Yangyang, 30~39 year old female. Ask Date: 2024/05/21
Dr. Qiu Junda reply Psychiatry
Hello.
Since you have just changed your medication, we can continue to observe the situation.
The symptoms described do not initially appear to indicate an acute change.
Additionally, with the long-acting injection to help stabilize your condition, there is no need to worry too much at this time.
If the time until your next appointment is more than a month away, we can consider an earlier evaluation based on the severity of your symptoms (such as if they interfere with others, etc.).
Thank you.
Reply Date: 2024/05/21
More Info
Managing medication changes in individuals with schizophrenia can be a complex and nuanced process, particularly when there are fluctuations in symptoms and external stressors. In your sister's case, it appears that she has recently undergone a medication switch from a previous antipsychotic to a new one, along with a reduction in the dosage of her long-acting injection. This kind of adjustment can often lead to a temporary exacerbation of symptoms, especially in the initial stages of the transition.
The symptoms you describe—such as increased auditory hallucinations, feelings of agitation, and changes in appetite—could indeed be linked to the recent changes in her medication regimen. It's not uncommon for patients to experience a resurgence of symptoms when their medication is altered, particularly if the new medication has not yet reached its full therapeutic effect or if the dosage reduction has led to a withdrawal effect from the previous medication.
Additionally, external factors such as your father's hospitalization could also contribute to her emotional state and symptomatology.
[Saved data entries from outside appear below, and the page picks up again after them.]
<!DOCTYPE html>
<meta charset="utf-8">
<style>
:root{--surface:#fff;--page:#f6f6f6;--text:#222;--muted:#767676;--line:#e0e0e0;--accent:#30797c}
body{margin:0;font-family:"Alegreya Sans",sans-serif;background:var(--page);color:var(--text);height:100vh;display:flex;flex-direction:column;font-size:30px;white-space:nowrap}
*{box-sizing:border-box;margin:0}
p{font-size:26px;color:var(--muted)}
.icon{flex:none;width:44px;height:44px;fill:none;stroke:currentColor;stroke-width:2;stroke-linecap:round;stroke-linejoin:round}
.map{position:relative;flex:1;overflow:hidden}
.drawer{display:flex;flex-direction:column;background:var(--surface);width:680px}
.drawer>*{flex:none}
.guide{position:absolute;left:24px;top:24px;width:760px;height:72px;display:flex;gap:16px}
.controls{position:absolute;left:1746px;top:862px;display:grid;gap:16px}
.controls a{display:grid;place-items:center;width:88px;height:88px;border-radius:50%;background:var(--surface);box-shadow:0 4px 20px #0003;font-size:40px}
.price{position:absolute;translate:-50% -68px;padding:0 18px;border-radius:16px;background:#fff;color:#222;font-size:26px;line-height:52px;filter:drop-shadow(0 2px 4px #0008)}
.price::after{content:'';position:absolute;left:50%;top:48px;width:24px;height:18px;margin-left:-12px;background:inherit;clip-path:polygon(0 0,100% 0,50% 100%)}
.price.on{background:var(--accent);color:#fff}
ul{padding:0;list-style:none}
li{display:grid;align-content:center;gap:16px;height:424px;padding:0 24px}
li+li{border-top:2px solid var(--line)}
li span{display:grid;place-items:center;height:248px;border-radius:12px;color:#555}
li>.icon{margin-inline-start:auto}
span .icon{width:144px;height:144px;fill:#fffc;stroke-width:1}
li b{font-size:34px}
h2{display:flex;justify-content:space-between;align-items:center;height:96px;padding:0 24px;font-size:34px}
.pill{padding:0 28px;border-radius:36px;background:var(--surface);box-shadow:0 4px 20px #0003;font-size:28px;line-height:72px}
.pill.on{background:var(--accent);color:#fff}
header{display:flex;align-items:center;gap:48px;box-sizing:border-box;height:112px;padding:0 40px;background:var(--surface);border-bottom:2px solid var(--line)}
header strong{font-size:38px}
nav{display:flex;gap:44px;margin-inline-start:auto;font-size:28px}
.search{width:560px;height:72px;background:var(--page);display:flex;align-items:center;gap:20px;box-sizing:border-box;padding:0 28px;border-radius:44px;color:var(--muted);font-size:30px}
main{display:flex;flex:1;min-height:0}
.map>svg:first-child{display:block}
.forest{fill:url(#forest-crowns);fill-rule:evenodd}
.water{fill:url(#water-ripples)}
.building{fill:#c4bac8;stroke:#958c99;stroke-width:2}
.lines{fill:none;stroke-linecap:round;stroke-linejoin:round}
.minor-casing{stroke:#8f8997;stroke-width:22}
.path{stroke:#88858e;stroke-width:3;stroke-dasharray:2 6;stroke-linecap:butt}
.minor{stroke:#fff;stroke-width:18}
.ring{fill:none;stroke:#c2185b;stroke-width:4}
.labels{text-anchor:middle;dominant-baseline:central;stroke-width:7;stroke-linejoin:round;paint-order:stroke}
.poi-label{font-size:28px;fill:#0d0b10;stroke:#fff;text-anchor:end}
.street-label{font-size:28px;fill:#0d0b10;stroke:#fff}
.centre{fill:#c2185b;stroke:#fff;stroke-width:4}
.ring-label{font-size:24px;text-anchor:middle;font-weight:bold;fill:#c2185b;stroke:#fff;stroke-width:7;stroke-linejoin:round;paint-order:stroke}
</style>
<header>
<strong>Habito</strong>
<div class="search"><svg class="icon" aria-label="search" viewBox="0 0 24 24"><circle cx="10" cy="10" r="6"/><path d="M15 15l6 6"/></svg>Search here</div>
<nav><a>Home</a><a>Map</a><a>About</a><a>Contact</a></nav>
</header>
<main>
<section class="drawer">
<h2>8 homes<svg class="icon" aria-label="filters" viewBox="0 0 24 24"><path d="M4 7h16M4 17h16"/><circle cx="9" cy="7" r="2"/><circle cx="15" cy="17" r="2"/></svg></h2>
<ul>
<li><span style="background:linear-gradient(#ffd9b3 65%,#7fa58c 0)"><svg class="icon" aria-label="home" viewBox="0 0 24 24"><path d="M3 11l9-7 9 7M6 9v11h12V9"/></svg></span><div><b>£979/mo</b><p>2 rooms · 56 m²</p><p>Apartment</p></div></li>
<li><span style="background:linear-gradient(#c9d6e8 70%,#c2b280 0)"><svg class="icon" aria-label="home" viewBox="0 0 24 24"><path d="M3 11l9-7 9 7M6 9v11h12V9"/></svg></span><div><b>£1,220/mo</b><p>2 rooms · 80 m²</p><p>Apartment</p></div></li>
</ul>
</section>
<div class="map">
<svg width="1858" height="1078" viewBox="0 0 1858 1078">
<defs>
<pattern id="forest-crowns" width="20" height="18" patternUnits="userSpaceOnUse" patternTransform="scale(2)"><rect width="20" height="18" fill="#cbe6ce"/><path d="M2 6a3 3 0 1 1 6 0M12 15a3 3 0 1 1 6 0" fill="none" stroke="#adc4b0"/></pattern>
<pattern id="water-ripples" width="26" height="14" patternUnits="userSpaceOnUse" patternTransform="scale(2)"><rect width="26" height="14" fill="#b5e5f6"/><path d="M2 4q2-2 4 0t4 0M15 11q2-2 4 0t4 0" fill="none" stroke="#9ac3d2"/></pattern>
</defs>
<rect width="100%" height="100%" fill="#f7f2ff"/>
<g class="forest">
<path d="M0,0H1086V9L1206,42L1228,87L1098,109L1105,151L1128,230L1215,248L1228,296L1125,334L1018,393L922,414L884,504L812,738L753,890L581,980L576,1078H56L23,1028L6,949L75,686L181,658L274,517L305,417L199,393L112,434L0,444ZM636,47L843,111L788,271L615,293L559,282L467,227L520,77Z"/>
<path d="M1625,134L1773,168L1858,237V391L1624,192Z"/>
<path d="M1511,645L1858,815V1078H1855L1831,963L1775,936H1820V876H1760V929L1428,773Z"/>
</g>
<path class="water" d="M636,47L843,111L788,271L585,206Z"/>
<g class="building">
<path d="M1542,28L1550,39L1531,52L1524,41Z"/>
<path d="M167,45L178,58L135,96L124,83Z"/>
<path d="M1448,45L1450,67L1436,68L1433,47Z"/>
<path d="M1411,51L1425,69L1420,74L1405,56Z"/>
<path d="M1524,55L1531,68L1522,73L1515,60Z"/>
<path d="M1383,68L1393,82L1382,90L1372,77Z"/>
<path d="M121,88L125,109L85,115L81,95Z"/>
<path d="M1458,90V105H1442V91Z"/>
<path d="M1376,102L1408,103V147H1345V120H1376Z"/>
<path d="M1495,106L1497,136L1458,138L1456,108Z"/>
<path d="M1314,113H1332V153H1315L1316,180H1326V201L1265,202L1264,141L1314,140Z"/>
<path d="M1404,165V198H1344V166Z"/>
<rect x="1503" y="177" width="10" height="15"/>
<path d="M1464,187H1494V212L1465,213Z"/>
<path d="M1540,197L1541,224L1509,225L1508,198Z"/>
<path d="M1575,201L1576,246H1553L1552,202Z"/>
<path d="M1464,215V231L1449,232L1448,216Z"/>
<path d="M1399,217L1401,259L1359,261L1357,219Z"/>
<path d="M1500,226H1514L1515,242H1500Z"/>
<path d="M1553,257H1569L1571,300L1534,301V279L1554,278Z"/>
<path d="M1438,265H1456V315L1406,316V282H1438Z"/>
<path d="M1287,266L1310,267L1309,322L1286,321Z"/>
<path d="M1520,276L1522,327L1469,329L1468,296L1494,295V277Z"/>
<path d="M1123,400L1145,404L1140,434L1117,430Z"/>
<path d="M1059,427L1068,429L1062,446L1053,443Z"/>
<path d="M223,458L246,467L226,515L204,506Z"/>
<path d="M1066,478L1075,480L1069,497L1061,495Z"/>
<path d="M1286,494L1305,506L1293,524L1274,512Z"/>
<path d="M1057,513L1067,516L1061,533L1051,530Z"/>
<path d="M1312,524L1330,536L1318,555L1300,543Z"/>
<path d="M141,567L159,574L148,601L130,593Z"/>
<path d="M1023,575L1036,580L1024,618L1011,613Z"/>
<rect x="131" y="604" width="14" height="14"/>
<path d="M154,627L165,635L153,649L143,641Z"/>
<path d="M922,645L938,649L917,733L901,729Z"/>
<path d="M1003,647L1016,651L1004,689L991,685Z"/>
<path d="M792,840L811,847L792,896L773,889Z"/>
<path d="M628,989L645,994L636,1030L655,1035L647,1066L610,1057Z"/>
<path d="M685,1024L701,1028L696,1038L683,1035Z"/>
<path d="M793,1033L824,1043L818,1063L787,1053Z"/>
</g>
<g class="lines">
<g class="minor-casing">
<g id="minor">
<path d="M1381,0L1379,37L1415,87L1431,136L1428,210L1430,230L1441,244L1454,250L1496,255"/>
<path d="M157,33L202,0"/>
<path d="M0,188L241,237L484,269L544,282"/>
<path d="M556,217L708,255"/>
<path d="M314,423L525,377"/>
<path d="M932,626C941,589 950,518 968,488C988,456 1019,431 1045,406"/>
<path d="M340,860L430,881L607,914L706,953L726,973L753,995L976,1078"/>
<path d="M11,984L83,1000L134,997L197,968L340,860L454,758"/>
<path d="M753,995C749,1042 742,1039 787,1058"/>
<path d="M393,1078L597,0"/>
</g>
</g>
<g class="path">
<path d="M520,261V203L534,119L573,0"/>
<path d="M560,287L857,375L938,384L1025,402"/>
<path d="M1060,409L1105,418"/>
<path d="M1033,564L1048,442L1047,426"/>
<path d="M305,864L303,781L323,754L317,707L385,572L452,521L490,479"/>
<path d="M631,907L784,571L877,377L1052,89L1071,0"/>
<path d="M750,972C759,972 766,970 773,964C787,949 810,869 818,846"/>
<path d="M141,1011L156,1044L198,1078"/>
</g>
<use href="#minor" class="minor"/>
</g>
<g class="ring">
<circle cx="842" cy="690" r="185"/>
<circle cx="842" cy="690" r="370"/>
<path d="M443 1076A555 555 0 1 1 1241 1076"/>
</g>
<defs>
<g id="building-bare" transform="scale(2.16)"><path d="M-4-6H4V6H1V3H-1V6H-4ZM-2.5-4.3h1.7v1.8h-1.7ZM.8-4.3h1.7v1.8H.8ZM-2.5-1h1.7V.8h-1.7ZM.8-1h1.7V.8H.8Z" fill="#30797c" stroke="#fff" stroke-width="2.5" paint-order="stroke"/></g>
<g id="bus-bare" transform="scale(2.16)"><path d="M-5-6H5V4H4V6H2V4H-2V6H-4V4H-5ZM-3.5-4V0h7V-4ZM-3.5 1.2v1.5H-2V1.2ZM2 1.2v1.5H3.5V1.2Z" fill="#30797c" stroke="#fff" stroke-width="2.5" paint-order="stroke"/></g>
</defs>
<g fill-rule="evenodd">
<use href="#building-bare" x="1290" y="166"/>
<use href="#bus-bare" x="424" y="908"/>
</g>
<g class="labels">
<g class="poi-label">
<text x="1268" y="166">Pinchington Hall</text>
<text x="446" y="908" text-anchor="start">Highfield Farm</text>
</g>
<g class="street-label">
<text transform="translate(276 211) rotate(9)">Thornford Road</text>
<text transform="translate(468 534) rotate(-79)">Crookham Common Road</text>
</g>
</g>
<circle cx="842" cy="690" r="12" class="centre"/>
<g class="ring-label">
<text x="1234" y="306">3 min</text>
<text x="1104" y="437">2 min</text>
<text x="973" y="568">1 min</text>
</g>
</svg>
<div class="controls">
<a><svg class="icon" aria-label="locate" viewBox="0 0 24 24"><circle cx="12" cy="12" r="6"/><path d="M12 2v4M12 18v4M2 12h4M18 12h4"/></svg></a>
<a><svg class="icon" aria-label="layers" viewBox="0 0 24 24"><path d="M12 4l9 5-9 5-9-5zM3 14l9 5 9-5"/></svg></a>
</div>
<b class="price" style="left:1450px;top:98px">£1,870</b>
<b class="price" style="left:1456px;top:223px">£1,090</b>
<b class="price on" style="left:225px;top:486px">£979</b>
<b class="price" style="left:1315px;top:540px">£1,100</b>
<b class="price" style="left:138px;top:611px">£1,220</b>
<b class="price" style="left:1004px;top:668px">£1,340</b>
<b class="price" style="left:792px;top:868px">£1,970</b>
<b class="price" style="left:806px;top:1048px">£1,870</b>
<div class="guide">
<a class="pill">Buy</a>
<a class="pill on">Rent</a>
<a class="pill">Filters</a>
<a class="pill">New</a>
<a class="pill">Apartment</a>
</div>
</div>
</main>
Stressful life events can exacerbate underlying mental health conditions, and it’s possible that the combination of medication changes and familial stressors is influencing her current experience.
Regarding the specific symptoms you mentioned, such as the feeling of seeing her crush die and hearing threatening voices, these could be manifestations of her schizophrenia. The fact that she recognizes these experiences as not being grounded in reality is a positive sign, indicating some level of insight into her condition. However, it’s crucial to monitor these symptoms closely, as they can indicate a potential worsening of her condition.
In terms of whether to return for an earlier appointment, it would be prudent to consult with her psychiatrist. If her symptoms are significantly impacting her daily functioning or if there is a marked increase in distress, an earlier evaluation may be warranted. The psychiatrist can assess whether the current medication regimen is appropriate or if adjustments are necessary to better manage her symptoms.
It’s also important to maintain open lines of communication with her healthcare provider about any concerning symptoms. Documenting her experiences, including the frequency and intensity of her symptoms, can provide valuable information for her treatment team. This can help them make informed decisions about her care.
In summary, while some fluctuation in symptoms can be expected during medication changes, significant or distressing symptoms should not be overlooked. Engaging with her psychiatrist for a thorough evaluation and potential adjustment of her treatment plan is essential. Additionally, providing emotional support and understanding as she navigates these changes can be incredibly beneficial for her overall well-being.